If you’ve been around the iron game for any length of time, you’ve probably heard that eating red meat is a must for those looking to gain muscle mass.
For years I shrugged this off as another one of those old wives’ tales that just won’t go away. I always keep an open mind about things, but I still have my gut feelings. My gut told me that this red meat thing was simply B.S. – a case of the blind leading the blind if you will. However, after hearing this from so many people so many times, I finally decided to put aside my bias and do some research.![]()
(Note: I originally wrote this article in the year 2000. It’s an oldie but goodie!)
If there were some sort superior anabolic properties to red meat, what could it be? Could it be the iron content? What about the B-vitamins? Surely it’s not the trace amounts of creatine?
My initial theory was that if there was something to this red meat equals muscle thing, it was probably largely due to the iron content and maybe some of the B-vitamins. After all, bodybuilders (which includes anyone working on their body) tend to eat white meats, which are typically very low in iron. If someone was deficient in iron, then it would be very plausible that correcting that deficiency would restore iron status and improve endurance and maybe even strength.
This is much like the popular ZMA supplements that many rave about. A large number of people are deficient in magnesium and zinc. Correcting those deficiencies can do wonders for various physiological problems, especially testosterone production. Therefore, someone who already has optimal magnesium and zinc status would not likely benefit from ZMA. On the other hand, someone who does have a deficiency that was corrected with the use of a quality zinc and magnesium supplements would swear by its effectiveness. But I digress, back to red meat.
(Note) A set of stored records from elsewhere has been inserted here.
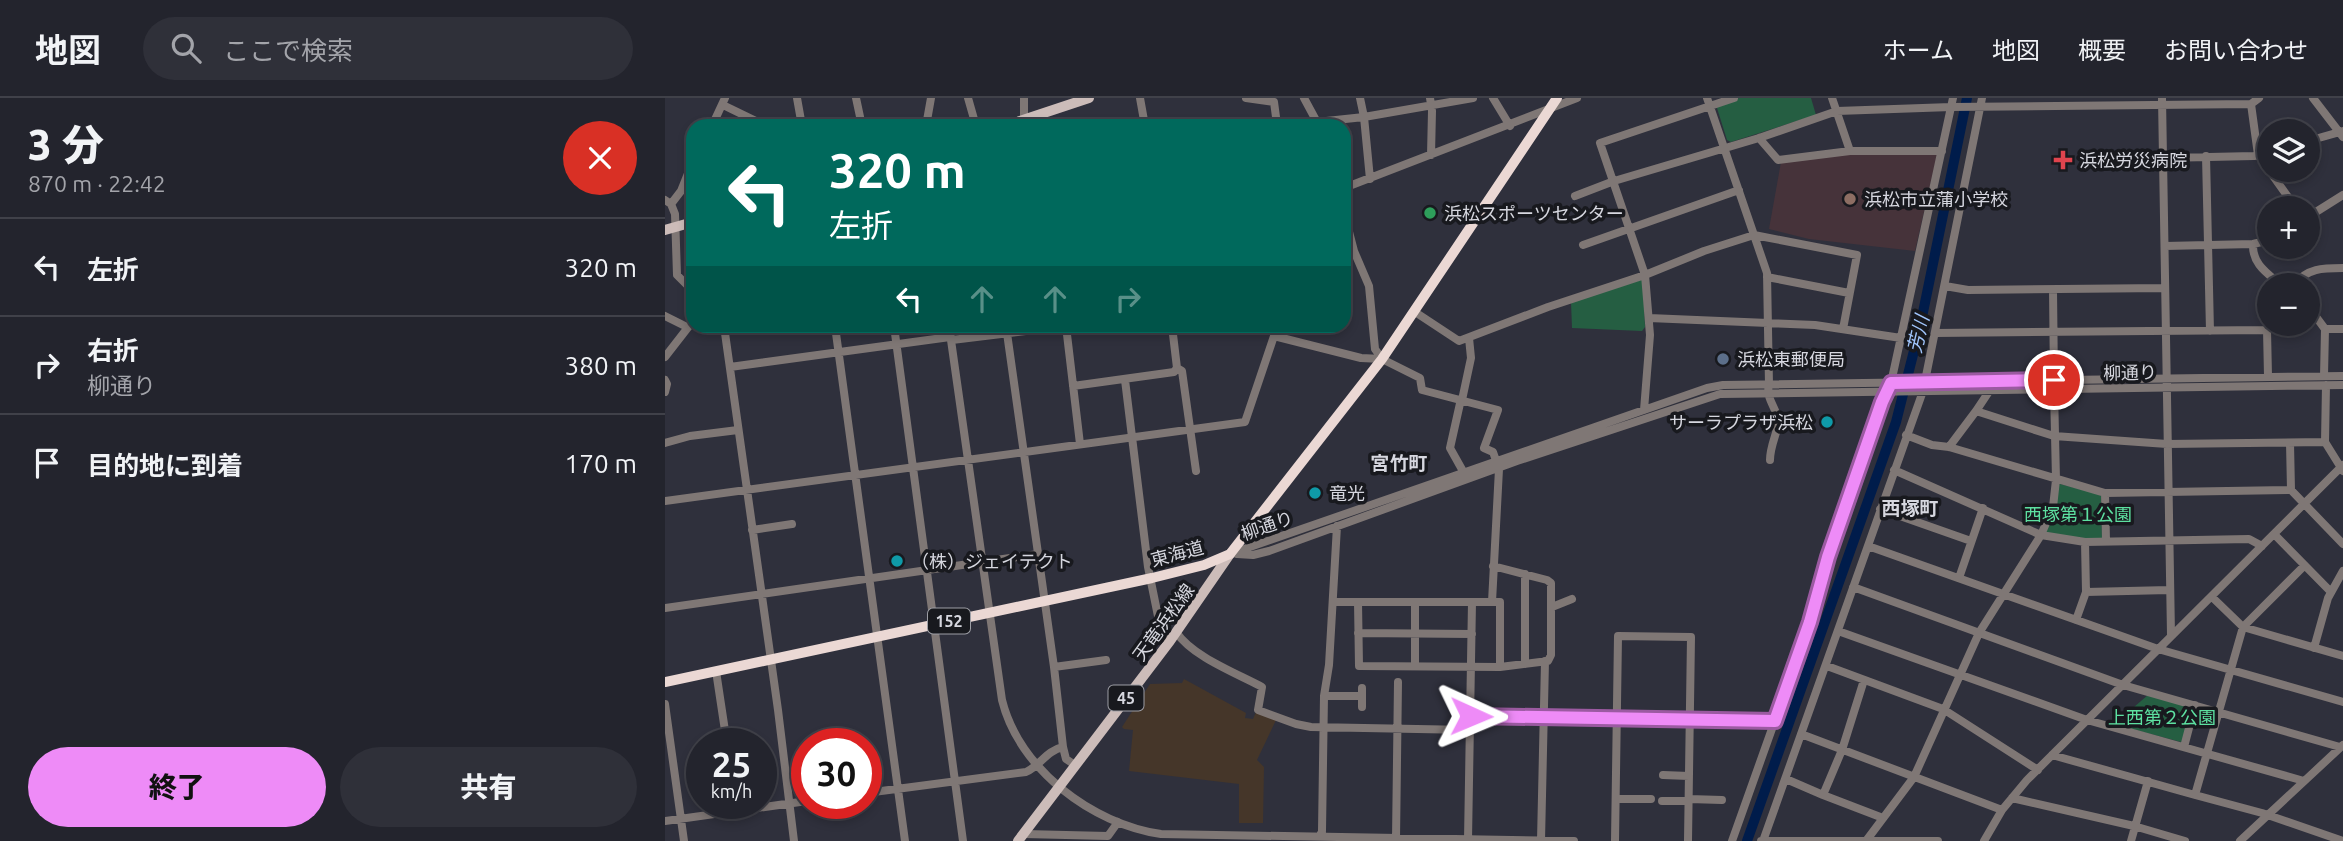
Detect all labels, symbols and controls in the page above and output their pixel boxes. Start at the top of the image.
search box [143,17,633,80]
icon: search [167,29,205,67]
text: 地図 [35,31,101,68]
text: ここで検索 [223,36,353,65]
text: ホーム [1883,37,1954,64]
text: 地図 [1992,37,2040,64]
text: 概要 [2078,37,2126,64]
text: お問い合わせ [2164,37,2308,64]
map controls [2257,119,2320,336]
button: layers [2257,119,2320,182]
text: 3 分 [28,121,104,168]
button: close [563,121,637,195]
text: 320 m [829,142,966,197]
icon: left [714,147,805,238]
marker: 浜松労災病院 [2053,150,2073,170]
place label: 浜松労災病院 [2079,150,2187,170]
text: 870 m · 22:42 [28,171,166,196]
place label: 浜松市立蒲小学校 [1864,189,2008,209]
marker: 浜松市立蒲小学校 [1842,191,1858,207]
button: + [2257,196,2320,259]
place label: 浜松スポーツセンター [1444,203,1624,223]
marker: 浜松スポーツセンター [1422,205,1438,221]
text: 左折 [829,207,893,243]
icon: left [28,248,66,286]
text: 320 m [565,253,637,282]
text: 左折 [87,255,139,284]
button: − [2257,273,2320,336]
icon: left [890,280,928,318]
icon: ahead [963,280,1001,318]
icon: ahead [1036,280,1074,318]
icon: right [1109,280,1147,318]
water label: 芳川 [1903,311,1933,355]
text: 右折 [87,336,139,365]
icon: right [28,346,66,384]
place label: 浜松東郵便局 [1737,349,1845,369]
pin [2024,350,2084,410]
text: 380 m [565,351,637,380]
marker: 浜松東郵便局 [1715,351,1731,367]
icon: arrive [2035,361,2073,399]
street label: 柳通り [2103,362,2157,382]
text: 柳通り [87,373,156,398]
place label: サーラプラザ浜松 [1669,412,1813,432]
marker: サーラプラザ浜松 [1819,414,1835,430]
icon: arrive [28,444,66,482]
text: 170 m [565,449,637,478]
text: 目的地に到着 [87,451,243,480]
district label: 宮竹町 [1370,452,1428,474]
place label: 竜光 [1329,483,1365,503]
marker: 竜光 [1307,485,1323,501]
district label: 西塚町 [1881,497,1939,519]
park label: 西塚第１公園 [2024,504,2132,524]
street label: 柳通り [1238,507,1296,543]
street label: 東海道 [1148,536,1206,570]
place label: （株）ジェイテクト [911,551,1073,571]
marker: （株）ジェイテクト [889,553,905,569]
street label: 天竜浜松線 [1128,580,1198,664]
road number: 152 [928,608,970,634]
position arrow [1434,679,1508,753]
road number: 45 [1109,685,1143,710]
park label: 上西第２公園 [2108,707,2216,727]
speed limit sign: 30 [791,728,882,819]
text: 25 [712,744,751,784]
button: 終了 [28,747,326,827]
button: 共有 [340,747,637,827]
text: km/h [711,781,752,801]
As you know, red meat typically contains a lot of saturated fat. For that reason most of us tend to shy away from making it a staple in our diet. Red meat (and egg yolks for that matter) also contains high amounts of an essential fatty acid called arachidonic acid (AA).
For this reason, Dr. Barry Sears, author of the famous zone Diet, says to stay away from these foods. AA is a precursor to something called prostaglandins (PGs). The two PGs we’re going to talk about briefly are PGE2 and PGF2a. The first one is generally thought to be bad while the second is thought to be good. I wouldn’t be so hasty with that opinion just yet. Our understanding of prostaglandins is really still in the early stages.
Back to AA and Dr. Sears who stated that the PGs formed as a result of AA are inflammatory in nature and should thus be avoided. That sounds good, but . . . There’s always a but, isn’t there? Anytime you have tissue injury, inflammation is involved in healing the wound.
The fact is, if you work out, you have tissue injury – microtrauma to the muscle tissue. As your delayed onset muscle soreness will tell you, inflammation is involved in the healing of this microtrauma.
To prove this point, we only have to turn to various studies which show that when people take nonsteroidal anti-inflammatories (NSAIDs) according to label instructions after training, their protein synthesis (muscle growth) was just about nil, yes, nil, nada, zilch. That ain’t good!
So, it looks like we may have support for the anecdotal evidence that red meat helps one to gain muscle size. However, before you begin stuffing your pie hole with red meat and egg yolks, keep in mind that the Omega 3 fatty acids (found in fish oil and flax oil) have been shown to have anti-inflammatory and anti-catabolic effects, most likely by inhibiting prostaglandin synthesis, especially PGE2.
Now what?! It looks like you’re damned if you do, damned if you don’t. Well, that’s somewhat true.
You have a choice to make. If your primary concern is muscular gain, then eating lots of red meat and egg yolks will very likely help you in your quest for new muscle tissue. If you suffer from one of the many inflammatory conditions that plague many people who exercise (tendonitis, bursitis, arthritis, etc.), then you’d probably want to shy away from AA and eat a diet high in Omega 3′s which will help to combat inflammation, but in a more natural way that taking NSAIDs like ibuprofen or acetaminophen.
Things like this are what make the subject of nutrition so complex. People often ask me, “What should I eat?” Another one I often get is “write me up a diet.” I’d be doing someone a disservice if I just ‘wrote them up a diet’ without acquiring a very detailed history, first. I know that, on the surface, it seems that there are simply good and bad ways to eat. That’s not necessarily the case.
Take the information I’ve given you on arachidonic acid and omega three fatty acids and decide how to apply it to your nutrition plan.
Now when someone sees you eating red meat and says, “I thought red meat was bad for you,” you’ll feel my frustration with those who don’t understand the complexity of nutrition and simply want a yes or no answer. As is always the case, the answer is it depends.